一 当該政治団体に所属する衆議院議員又は参議院議員を五人以上有するもの
二 直近において行われた衆議院議員の総選挙における小選挙区選出議員の選挙若しくは比例代表選出議員の選挙又は直近において行われた参議院議員の通常選挙若しくは当該参議院議員の通常選挙の直近において行われた参議院議員の通常選挙における比例代表選出議員の選挙若しくは選挙区選出議員の選挙における当該政治団体の得票総数が当該選挙における有効投票の総数の百分の二以上であるもの
政治資金規正法施行令
第一条 衆議院の解散若しくは衆議院議員の任期満了により衆議院議員が在任しない場合又は参議院議員の任期満了により参議院議員の一部が在任しない場合における政治資金規正法(以下「法」という。)第三条第二項第一号に規定する衆議院議員又は参議院議員の数の算定については、その衆議院の解散若しくは衆議院議員の任期満了により衆議院議員でなくなつた者(その衆議院の解散がなく、又はその衆議院議員の任期がなお引き続いているものとしたならば、引き続き衆議院議員として在任することができる者に限る。)又はその参議院議員の任期満了により参議院議員でなくなつた者(その参議院議員の任期がなお引き続いているものとしたならば、引き続き参議院議員として在任することができる者に限る。)は、同号に規定する衆議院議員又は参議院議員に含まれるものとして算定するものとする。
政党助成法
第二条 この法律において「政党」とは、政治団体(政治資金規正法(昭和二十三年法律第百九十四号)第三条第一項に規定する政治団体をいう。以下同じ。)のうち、次の各号のいずれかに該当するものをいう。
一 当該政治団体に所属する衆議院議員又は参議院議員を五人以上有するもの
二 前号の規定に該当する政治団体に所属していない衆議院議員又は参議院議員を有するもので、直近において行われた衆議院議員の総選挙(以下単に「総選挙」という。)における小選挙区選出議員の選挙若しくは比例代表選出議員の選挙又は直近において行われた参議院議員の通常選挙(以下単に「通常選挙」という。
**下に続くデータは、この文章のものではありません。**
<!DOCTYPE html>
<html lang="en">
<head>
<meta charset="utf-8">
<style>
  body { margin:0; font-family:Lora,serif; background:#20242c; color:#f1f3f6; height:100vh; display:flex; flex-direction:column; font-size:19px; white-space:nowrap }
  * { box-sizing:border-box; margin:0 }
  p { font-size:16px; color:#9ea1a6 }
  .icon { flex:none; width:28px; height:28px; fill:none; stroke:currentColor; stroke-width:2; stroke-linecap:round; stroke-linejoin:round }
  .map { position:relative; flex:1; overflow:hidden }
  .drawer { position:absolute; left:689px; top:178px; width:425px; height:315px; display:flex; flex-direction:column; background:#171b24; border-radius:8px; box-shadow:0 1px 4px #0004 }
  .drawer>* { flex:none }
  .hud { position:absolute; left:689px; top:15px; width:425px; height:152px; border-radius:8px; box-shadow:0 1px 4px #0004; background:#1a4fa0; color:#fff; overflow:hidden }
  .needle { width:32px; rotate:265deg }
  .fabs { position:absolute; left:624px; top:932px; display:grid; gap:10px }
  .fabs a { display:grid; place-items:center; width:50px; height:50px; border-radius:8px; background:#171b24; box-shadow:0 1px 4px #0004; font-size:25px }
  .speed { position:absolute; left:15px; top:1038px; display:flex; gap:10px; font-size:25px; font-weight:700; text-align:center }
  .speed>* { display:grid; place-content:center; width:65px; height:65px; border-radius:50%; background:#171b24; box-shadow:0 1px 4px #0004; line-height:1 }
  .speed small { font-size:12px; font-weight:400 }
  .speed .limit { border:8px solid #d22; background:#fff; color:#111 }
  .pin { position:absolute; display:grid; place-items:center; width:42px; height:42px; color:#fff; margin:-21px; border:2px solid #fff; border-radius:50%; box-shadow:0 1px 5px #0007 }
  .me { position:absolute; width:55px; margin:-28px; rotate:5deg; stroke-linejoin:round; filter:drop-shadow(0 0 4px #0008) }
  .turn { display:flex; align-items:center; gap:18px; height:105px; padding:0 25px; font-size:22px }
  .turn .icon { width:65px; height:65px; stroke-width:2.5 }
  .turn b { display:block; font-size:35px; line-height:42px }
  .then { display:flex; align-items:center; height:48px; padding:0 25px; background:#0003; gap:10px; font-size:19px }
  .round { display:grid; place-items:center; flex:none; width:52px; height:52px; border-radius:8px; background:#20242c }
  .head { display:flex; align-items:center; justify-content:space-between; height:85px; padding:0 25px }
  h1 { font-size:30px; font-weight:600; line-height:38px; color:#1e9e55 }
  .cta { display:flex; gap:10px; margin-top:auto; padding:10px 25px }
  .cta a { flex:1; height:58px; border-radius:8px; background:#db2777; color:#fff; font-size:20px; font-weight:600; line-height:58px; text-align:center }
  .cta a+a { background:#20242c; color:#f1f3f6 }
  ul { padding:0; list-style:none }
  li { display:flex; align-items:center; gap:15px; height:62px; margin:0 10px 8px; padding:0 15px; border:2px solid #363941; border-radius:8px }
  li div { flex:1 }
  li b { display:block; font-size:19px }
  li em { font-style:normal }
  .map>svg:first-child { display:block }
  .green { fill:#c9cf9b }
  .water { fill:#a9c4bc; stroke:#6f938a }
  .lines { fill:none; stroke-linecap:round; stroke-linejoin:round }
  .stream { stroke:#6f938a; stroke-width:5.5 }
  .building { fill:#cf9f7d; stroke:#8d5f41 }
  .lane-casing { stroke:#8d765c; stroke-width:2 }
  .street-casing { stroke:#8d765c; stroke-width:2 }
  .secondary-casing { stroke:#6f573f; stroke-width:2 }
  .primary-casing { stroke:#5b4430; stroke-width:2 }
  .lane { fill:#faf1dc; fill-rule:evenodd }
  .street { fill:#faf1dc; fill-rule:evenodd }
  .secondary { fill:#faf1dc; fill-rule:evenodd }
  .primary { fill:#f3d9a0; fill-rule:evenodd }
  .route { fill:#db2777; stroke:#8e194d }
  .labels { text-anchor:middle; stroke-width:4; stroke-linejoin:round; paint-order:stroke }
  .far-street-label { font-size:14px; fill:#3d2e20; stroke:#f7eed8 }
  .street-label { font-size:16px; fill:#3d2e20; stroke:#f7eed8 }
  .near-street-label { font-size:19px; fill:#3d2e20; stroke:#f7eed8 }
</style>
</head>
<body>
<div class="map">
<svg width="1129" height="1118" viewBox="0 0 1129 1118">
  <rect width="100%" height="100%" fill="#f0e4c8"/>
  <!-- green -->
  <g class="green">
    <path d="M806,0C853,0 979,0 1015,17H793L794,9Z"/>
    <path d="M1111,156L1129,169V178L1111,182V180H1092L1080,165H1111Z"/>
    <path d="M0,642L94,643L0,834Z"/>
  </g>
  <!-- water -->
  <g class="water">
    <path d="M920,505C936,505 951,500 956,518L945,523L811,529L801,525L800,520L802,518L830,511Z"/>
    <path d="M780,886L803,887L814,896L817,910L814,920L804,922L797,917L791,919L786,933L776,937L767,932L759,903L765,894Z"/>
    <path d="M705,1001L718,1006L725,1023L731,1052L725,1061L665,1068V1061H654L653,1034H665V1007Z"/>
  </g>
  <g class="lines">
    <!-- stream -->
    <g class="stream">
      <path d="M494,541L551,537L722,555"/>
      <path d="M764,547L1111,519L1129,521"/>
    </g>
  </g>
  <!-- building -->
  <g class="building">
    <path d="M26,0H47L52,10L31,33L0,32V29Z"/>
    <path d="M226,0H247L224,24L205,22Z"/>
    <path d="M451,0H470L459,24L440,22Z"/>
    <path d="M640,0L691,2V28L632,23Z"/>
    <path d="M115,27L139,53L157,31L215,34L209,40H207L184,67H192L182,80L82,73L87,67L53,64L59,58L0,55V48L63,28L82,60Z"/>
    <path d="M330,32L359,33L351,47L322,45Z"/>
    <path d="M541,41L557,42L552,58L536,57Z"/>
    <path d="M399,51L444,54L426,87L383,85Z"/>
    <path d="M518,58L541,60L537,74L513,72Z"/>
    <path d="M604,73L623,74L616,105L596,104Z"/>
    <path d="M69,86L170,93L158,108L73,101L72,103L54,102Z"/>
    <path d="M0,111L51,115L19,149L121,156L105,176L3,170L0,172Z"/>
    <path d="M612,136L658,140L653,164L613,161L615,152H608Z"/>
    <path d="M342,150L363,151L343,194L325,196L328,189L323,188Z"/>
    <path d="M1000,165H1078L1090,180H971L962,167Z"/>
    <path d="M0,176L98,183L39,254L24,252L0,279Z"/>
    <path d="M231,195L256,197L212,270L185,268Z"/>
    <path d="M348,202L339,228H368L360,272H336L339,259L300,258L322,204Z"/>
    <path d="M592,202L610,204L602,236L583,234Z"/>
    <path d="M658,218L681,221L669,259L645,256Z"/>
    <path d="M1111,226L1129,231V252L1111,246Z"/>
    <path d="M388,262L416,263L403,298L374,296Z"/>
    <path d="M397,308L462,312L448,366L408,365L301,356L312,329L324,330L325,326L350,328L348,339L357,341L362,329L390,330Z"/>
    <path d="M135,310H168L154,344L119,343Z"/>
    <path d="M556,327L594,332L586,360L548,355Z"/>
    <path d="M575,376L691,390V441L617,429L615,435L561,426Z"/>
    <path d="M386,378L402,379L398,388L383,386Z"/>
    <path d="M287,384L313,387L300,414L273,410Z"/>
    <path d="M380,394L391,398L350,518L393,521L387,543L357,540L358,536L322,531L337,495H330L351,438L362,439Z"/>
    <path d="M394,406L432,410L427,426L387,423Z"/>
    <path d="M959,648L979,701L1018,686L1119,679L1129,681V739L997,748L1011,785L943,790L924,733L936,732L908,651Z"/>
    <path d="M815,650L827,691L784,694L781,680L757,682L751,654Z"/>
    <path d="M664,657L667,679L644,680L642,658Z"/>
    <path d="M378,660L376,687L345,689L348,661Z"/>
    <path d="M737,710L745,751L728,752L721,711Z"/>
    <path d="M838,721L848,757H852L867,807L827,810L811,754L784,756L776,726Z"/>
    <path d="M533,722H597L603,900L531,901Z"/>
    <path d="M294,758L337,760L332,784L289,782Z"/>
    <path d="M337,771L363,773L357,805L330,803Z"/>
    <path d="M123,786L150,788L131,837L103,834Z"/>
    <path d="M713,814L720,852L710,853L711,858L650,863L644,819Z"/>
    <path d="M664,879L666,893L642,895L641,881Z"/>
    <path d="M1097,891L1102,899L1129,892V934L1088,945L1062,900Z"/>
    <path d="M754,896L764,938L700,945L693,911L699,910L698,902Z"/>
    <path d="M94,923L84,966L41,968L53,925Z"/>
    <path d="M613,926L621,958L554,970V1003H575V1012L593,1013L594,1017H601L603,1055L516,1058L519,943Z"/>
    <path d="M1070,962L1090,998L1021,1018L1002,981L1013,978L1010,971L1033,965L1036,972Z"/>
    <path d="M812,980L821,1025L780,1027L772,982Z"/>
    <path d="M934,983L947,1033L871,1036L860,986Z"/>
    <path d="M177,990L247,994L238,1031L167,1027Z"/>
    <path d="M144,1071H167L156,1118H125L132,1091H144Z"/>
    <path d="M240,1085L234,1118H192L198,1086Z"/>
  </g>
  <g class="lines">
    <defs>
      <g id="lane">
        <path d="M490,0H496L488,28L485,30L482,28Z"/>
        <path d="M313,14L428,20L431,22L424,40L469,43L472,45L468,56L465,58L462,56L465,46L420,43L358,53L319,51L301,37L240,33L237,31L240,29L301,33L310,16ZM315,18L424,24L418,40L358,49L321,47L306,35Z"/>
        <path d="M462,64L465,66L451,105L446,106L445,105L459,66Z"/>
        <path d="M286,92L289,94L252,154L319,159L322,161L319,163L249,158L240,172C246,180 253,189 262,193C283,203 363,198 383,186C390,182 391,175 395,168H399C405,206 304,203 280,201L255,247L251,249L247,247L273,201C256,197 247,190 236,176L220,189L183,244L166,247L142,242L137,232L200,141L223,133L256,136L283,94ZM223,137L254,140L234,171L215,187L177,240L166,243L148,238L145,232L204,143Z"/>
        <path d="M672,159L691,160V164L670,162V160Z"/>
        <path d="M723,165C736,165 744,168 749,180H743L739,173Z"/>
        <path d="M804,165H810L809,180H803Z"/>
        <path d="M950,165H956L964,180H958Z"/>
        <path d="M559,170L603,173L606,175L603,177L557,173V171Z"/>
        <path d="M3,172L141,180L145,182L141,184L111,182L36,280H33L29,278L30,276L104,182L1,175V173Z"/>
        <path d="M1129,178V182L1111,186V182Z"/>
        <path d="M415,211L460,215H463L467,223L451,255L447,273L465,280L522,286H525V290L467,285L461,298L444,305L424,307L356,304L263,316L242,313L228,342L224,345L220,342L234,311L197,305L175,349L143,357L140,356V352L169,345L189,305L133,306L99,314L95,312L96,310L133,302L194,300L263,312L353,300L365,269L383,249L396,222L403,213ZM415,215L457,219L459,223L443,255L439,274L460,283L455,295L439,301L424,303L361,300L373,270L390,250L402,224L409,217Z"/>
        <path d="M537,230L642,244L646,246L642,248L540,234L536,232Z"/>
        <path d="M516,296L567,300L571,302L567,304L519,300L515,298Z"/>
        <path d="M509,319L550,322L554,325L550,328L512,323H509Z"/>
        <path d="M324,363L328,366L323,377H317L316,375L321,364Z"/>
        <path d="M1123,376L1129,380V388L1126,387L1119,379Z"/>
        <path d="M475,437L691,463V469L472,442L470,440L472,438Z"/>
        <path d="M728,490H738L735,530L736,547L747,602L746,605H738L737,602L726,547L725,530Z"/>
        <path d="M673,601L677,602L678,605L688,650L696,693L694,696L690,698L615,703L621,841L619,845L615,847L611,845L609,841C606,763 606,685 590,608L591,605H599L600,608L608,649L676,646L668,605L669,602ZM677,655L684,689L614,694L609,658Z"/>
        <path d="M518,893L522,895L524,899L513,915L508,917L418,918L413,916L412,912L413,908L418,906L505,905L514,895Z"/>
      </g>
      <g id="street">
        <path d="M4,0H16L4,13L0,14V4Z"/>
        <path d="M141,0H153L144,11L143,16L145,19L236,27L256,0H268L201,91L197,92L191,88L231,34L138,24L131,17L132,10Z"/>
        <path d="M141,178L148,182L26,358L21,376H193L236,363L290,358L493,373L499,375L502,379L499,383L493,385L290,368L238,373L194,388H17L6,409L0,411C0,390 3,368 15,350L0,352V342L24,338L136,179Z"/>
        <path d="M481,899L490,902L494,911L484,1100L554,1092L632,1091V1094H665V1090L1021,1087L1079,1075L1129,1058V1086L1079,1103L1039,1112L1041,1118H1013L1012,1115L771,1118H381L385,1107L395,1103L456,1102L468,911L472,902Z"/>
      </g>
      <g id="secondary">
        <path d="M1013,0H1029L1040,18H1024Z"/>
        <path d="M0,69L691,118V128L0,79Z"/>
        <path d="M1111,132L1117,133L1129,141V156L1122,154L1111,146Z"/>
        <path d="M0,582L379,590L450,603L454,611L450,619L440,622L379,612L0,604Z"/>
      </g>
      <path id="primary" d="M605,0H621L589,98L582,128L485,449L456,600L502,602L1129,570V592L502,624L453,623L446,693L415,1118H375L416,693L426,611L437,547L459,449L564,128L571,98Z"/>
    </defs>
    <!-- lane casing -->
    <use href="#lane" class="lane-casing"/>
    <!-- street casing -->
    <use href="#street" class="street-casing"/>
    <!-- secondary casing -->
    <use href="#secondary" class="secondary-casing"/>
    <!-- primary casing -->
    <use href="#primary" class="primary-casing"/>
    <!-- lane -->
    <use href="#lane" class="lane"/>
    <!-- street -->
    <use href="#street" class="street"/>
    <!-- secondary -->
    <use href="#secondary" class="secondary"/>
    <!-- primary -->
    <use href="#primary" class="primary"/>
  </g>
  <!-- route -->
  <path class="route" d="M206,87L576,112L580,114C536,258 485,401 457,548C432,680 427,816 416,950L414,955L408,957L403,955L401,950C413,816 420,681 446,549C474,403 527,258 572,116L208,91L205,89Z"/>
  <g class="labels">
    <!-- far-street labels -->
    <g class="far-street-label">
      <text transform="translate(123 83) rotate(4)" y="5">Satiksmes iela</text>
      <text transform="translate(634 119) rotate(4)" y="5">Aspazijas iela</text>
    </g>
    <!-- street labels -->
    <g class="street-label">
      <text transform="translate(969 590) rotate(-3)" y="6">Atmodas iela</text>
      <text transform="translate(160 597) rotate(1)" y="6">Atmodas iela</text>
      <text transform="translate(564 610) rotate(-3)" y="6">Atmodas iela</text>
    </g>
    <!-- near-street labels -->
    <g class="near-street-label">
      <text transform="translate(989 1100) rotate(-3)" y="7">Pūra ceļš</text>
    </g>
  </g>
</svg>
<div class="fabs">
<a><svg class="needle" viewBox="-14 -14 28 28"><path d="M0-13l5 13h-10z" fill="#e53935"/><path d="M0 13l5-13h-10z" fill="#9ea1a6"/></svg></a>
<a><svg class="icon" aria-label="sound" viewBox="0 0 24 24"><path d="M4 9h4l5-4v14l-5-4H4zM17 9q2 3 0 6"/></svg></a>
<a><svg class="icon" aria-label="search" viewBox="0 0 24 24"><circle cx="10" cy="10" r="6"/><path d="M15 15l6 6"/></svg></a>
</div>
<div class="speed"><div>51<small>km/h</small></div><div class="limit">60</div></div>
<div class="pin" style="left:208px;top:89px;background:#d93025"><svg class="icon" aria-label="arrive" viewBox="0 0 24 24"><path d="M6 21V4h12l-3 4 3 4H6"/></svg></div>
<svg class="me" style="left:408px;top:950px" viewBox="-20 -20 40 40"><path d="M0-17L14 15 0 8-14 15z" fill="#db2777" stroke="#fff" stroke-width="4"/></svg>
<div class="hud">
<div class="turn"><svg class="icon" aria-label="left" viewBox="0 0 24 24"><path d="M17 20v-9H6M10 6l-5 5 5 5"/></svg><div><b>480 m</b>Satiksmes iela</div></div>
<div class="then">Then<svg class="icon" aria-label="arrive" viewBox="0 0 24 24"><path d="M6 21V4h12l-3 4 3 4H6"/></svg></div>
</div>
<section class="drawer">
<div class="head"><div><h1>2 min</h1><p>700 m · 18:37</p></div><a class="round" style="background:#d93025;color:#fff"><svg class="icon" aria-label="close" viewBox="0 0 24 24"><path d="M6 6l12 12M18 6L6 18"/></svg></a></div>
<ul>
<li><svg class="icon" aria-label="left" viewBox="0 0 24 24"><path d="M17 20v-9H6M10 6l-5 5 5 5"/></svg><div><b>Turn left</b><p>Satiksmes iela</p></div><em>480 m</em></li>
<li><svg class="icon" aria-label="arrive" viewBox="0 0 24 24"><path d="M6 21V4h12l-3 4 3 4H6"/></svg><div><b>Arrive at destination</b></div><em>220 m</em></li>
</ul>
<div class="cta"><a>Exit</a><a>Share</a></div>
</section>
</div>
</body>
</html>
)若しくは当該通常選挙の直近において行われた通常選挙における比例代表選出議員の選挙若しくは選挙区選出議員の選挙における当該政治団体の得票総数が当該選挙における有効投票の総数の百分の二以上であるもの
政党助成法施行令
第十一条 衆議院の解散若しくは衆議院議員の任期満了により衆議院議員が在任しない場合又は参議院議員の任期満了により参議院議員の一部が在任しない場合において法及びこの政令の規定を適用する場合における衆議院議員若しくは参議院議員の数の算定又は政党に所属する衆議院議員若しくは参議院議員に係る届出については、その衆議院の解散若しくは衆議院議員の任期満了により衆議院議員でなくなった者(その衆議院の解散がなく、又はその衆議院議員の任期がなお引き続いているものとしたならば、引き続き衆議院議員として在任することができる者に限る。)又はその参議院議員の任期満了により参議院議員でなくなった者(その参議院議員の任期がなお引き続いているものとしたならば、引き続き参議院議員として在任することができる者に限る。)は、法及びこの政令に規定する衆議院議員又は参議院議員に含まれるものとして、算定し、又は取り扱うものとする。